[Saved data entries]
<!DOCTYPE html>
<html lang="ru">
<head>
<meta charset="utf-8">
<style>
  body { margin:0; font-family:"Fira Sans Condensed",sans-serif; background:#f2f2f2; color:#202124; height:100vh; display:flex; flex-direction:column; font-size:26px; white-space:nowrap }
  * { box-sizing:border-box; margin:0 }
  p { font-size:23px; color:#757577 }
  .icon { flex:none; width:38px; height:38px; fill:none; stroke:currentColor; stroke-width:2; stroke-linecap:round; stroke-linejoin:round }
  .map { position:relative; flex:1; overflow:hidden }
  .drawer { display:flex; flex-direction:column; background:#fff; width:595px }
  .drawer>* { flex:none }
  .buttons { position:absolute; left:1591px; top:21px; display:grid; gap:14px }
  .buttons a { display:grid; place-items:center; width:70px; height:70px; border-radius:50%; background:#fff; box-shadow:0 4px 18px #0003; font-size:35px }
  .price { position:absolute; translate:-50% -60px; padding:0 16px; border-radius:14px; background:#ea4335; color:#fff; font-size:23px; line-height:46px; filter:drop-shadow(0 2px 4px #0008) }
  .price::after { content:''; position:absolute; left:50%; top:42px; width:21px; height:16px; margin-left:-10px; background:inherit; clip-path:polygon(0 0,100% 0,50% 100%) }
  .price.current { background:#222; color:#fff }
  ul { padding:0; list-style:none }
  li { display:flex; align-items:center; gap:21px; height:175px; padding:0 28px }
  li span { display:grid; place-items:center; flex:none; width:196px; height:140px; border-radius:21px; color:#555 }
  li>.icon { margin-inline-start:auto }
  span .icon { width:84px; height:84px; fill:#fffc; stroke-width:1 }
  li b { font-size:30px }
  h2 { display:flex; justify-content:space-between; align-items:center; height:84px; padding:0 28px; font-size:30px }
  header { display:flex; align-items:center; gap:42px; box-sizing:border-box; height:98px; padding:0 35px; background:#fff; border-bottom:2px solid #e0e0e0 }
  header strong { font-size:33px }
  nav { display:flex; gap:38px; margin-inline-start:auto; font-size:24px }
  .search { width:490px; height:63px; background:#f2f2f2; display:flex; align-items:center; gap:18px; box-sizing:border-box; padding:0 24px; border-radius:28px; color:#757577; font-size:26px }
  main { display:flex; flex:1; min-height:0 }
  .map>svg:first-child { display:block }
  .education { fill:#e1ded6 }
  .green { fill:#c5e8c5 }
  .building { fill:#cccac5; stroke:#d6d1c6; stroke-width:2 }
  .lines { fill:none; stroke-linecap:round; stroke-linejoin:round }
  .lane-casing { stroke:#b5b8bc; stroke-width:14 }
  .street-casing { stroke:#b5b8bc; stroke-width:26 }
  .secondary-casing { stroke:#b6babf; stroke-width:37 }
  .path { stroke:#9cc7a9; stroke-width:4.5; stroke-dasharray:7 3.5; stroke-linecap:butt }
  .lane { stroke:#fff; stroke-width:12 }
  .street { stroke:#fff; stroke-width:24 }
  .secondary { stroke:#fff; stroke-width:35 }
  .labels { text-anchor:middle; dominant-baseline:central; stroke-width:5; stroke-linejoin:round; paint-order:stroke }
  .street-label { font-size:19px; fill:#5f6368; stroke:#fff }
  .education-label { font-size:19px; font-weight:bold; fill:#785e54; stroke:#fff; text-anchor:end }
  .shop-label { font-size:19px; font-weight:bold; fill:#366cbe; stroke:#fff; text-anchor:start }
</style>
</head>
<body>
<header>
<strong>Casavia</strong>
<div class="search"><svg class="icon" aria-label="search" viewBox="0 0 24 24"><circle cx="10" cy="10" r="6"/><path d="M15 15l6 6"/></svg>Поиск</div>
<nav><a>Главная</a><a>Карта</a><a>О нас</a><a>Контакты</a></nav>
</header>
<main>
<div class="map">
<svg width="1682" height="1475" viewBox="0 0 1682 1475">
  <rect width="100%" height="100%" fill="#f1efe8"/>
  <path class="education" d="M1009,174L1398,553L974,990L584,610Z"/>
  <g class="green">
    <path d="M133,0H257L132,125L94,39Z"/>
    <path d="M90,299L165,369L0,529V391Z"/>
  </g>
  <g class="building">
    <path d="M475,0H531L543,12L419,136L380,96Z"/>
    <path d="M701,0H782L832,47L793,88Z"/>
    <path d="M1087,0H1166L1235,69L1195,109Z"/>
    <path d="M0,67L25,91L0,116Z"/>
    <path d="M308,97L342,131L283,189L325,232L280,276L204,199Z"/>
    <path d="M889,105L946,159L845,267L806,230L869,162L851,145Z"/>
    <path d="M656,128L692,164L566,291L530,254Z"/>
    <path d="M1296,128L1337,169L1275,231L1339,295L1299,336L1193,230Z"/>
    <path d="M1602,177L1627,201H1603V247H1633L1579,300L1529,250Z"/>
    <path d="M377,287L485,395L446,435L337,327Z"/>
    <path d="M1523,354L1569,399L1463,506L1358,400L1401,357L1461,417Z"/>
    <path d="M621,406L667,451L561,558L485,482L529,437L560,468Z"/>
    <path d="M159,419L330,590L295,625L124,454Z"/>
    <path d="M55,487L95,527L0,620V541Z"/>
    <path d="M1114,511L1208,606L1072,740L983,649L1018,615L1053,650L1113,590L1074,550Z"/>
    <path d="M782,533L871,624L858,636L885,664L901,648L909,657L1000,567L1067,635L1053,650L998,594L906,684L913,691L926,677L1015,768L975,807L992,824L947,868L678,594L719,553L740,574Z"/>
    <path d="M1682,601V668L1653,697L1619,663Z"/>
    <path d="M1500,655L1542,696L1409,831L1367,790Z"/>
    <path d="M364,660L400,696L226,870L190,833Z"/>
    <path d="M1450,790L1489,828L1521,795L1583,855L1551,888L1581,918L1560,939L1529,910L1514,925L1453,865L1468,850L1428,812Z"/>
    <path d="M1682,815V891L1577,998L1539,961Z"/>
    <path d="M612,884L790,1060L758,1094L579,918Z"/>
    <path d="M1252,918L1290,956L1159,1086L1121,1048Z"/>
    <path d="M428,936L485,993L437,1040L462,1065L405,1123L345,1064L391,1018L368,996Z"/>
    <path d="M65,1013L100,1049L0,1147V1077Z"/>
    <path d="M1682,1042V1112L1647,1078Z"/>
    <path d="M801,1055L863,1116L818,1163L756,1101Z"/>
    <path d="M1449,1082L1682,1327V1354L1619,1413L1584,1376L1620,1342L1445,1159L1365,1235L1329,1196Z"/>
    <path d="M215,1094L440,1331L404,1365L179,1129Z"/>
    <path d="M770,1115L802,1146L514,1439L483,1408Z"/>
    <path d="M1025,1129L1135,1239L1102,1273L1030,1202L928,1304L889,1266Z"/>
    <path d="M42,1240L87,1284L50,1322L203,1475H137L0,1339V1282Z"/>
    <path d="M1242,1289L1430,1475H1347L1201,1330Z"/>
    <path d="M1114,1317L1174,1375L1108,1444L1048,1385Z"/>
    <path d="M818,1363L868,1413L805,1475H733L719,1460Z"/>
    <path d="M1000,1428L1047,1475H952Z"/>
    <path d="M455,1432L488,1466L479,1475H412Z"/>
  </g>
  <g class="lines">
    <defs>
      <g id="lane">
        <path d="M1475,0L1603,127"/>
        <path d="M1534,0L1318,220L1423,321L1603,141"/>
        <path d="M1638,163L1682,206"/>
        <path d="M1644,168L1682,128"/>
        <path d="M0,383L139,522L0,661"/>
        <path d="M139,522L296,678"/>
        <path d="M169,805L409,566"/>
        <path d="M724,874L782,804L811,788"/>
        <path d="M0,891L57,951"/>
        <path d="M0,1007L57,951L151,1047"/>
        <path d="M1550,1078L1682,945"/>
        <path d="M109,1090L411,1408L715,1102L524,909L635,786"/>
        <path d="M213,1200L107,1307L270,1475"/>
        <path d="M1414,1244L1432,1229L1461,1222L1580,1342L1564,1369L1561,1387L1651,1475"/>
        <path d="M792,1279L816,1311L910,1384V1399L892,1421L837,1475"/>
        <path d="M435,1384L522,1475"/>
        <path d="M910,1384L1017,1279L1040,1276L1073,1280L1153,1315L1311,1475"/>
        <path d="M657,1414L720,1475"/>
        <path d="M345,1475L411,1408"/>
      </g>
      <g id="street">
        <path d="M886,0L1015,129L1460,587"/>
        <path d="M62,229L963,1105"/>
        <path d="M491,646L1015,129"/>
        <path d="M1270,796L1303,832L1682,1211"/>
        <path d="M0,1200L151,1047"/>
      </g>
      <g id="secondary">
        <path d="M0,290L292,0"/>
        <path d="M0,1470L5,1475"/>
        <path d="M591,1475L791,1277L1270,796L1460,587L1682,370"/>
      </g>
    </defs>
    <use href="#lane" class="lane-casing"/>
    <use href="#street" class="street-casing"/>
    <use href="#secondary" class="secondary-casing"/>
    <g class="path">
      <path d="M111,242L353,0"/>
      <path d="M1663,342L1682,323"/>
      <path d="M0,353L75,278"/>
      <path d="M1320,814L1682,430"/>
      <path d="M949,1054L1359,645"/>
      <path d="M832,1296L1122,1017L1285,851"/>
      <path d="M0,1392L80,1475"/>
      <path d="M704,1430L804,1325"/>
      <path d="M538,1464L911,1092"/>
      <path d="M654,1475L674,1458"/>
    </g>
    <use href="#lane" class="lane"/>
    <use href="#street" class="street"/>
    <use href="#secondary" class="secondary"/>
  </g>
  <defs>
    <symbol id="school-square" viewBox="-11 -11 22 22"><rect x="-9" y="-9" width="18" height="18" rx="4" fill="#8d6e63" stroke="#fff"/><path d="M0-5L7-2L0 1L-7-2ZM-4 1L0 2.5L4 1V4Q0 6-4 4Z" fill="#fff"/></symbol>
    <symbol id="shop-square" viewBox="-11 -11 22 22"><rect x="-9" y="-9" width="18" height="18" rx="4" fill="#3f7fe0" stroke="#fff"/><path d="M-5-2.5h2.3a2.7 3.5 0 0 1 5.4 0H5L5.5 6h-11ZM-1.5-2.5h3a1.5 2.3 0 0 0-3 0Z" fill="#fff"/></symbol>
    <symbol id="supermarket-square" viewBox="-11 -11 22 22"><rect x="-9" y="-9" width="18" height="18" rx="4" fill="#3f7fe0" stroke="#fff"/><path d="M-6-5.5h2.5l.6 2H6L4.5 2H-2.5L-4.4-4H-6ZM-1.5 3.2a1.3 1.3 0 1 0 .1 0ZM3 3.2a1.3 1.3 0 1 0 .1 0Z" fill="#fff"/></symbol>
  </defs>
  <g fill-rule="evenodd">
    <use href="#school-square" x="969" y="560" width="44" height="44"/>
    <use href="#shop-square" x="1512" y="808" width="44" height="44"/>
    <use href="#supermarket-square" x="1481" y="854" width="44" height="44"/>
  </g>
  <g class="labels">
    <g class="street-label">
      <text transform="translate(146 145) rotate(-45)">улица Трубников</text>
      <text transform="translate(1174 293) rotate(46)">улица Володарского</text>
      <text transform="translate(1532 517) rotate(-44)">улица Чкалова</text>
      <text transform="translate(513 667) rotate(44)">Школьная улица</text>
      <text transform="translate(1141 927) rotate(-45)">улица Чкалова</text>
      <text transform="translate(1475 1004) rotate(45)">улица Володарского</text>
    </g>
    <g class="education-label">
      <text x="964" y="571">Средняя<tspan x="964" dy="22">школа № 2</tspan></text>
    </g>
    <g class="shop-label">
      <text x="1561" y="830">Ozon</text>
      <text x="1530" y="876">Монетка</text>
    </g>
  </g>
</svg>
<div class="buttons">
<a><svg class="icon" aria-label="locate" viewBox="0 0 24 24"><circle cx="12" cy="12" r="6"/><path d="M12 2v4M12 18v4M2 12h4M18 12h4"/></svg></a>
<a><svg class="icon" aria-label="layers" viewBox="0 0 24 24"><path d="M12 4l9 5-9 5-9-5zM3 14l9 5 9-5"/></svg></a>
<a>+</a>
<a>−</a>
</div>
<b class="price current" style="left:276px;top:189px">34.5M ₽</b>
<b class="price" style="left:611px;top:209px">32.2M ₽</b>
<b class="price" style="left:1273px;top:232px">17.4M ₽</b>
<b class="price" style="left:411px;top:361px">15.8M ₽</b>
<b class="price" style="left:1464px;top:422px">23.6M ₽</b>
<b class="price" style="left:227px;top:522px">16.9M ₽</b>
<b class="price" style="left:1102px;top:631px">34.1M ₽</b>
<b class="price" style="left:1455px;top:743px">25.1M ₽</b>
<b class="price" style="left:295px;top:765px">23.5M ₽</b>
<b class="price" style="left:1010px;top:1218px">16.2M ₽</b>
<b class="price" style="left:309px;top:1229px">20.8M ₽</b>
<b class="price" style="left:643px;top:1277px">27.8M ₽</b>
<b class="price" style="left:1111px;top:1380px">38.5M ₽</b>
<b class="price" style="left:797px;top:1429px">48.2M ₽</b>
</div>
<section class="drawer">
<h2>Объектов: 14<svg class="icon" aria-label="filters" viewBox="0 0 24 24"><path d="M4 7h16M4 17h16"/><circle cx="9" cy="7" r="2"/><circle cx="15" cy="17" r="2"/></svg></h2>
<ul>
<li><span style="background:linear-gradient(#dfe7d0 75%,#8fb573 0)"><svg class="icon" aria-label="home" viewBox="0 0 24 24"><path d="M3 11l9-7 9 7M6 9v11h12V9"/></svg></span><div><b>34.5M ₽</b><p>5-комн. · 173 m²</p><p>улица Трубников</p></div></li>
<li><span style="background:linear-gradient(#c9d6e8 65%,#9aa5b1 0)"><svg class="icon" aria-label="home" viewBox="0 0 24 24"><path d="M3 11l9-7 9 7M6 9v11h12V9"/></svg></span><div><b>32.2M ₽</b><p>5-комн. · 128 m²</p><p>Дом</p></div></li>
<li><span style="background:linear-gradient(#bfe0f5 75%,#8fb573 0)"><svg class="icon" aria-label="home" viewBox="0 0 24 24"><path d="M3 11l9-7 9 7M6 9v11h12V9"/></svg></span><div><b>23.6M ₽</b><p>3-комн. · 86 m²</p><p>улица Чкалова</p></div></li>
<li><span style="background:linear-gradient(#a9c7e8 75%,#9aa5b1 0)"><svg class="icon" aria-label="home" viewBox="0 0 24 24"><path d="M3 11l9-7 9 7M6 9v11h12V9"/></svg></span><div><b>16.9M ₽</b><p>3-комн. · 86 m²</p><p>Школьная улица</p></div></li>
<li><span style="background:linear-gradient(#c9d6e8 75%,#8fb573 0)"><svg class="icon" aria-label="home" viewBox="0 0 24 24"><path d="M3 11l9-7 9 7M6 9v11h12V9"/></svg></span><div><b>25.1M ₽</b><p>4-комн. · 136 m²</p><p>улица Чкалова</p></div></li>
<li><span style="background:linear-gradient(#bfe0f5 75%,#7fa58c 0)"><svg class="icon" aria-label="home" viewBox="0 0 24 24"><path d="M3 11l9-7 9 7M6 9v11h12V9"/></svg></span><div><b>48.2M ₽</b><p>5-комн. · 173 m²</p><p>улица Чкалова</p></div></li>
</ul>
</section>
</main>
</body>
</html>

**Task objective:** Find the word "lines" in the entries. Copy each line that holds it.

**Your solution:**
  .lines { fill:none; stroke-linecap:round; stroke-linejoin:round }
  <g class="lines">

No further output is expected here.